Né en 1784, Isaac Louverture est le fils légitime de Toussaint Louverture et de Suzanne Simon Baptiste. Son frère ainé, Placide, est né d’une précédente union de sa mère et a été adopté par Toussaint Louverture. La fratrie s’agrandie en 1791 par la naissance de Saint-Jean. 

La famille profite d’un certain confort grâce à la plantation de café que possède Toussaint Louverture depuis son affranchissement avec à son service une dizaine d’esclaves.

 

L’ascension politique de Toussaint Louverture à Saint-Domingue lui permet d’envoyer ses fils en métropole afin de parfaire leur éducation avec d’autres libres de couleur. Comme le souligne Julie Duprat, « le Directoire vient en effet de soutenir la création de l’Institution Nationale des Colonies, situé rue de la Montagne Sainte-Geneviève dans l’ancien Collège de la Marche. Cette école a pour objectif de former les futures élites coloniales, acquises aux principes de la nouvelle République et seuls quelques élèves, parmi les plus éminentes familles de couleur de Saint-Domingue, sont retenus. A dix ans, Isaac et Placide découvrent donc Paris. »  

Entre temps, les relations entre la France et Saint-Domingue, Toussaint-Louverture et Bonaparte,  n’ont cessé de se dégrader. En décembre 1801, le corps expéditionnaire, dirigé par le général Leclerc, est envoyé afin de mettre un terme à l’émancipation de l’île. Isaac et Placide sont chargés d’apporter à leur père une lettre annonçant la venue de cette expédition. Cet épisode célèbre est abondamment illustré y compris dans les salles du musée d’Aquitaine.

Après plusieurs mois de combats, Toussaint Louverture est contraint de capituler. Il est alors déporté en France. La famille est séparée. Suzanne Baptiste, Isaac et Saint-Jean rejoignent Bayonne tandis que Toussaint Louverture et Placide sont débarqués à Brest.
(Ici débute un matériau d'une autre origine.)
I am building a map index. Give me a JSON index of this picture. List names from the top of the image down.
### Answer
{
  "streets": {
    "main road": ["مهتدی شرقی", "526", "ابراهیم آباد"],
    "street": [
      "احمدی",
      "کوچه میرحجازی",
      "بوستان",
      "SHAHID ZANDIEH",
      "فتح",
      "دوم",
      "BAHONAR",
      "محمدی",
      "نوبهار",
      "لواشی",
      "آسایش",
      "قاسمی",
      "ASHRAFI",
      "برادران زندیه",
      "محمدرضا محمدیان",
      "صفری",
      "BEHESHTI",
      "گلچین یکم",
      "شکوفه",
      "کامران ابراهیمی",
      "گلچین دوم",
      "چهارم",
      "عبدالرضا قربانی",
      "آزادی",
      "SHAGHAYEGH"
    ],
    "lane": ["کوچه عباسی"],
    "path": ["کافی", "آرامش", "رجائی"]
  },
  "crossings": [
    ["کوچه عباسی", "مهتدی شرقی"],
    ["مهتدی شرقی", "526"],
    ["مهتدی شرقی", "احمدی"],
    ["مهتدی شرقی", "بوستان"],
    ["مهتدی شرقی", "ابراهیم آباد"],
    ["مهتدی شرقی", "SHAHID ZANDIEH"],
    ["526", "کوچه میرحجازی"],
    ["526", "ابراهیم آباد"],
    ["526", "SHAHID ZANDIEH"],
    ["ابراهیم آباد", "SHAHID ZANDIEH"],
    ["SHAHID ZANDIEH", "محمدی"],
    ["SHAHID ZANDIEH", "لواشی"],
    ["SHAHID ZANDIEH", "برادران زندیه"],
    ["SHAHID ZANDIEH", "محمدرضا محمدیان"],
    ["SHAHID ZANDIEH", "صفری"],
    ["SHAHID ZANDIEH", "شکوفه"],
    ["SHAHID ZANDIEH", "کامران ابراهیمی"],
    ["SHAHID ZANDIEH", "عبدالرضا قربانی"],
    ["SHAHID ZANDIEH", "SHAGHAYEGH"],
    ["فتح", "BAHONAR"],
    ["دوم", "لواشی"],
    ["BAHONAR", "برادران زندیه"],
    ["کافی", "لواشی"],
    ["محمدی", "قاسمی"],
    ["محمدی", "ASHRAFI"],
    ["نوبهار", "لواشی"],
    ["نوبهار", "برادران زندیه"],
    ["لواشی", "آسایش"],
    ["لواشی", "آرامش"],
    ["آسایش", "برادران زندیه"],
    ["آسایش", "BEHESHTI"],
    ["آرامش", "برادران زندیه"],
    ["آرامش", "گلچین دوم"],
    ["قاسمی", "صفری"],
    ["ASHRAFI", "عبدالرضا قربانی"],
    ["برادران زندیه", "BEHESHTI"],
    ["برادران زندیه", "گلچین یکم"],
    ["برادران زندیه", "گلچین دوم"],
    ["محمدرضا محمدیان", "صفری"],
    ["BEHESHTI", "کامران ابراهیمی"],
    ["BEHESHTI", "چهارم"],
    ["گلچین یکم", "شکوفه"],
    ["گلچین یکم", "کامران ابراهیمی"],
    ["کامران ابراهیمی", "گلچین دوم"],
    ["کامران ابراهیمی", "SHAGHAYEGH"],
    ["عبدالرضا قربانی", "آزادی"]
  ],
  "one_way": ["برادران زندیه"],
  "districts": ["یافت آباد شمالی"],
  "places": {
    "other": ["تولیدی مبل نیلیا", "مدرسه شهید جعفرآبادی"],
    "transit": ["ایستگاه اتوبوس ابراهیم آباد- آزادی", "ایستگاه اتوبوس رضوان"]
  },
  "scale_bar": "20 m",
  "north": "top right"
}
Toussaint Louverture meurt en détention en avril 1803. Saint Jean Louverture meurt à son tour en Aout 1804 à l’âge de 14 ans. Durant cette période Isaac et sa mère sont placés en étroite résidence surveillée à Agen, rejoint par Placide après sa libération.  La survie de la famille dépend en grande partie de la mise en place d’un réseau de solidarité que met en place Isaac.

 

La famille reste à Agen durant 13 ans avant de s’installer à Bordeaux à la fin de l’année 1816. Isaac s’installe au 44 rue Fondaudège avec son épouse Louise Chancy Louverture. Il touche alors d’après le général Nemours « une pension considérable de 5000 francs » accordé par Louis XVIII, son père ayant été un adversaire de Napoléon.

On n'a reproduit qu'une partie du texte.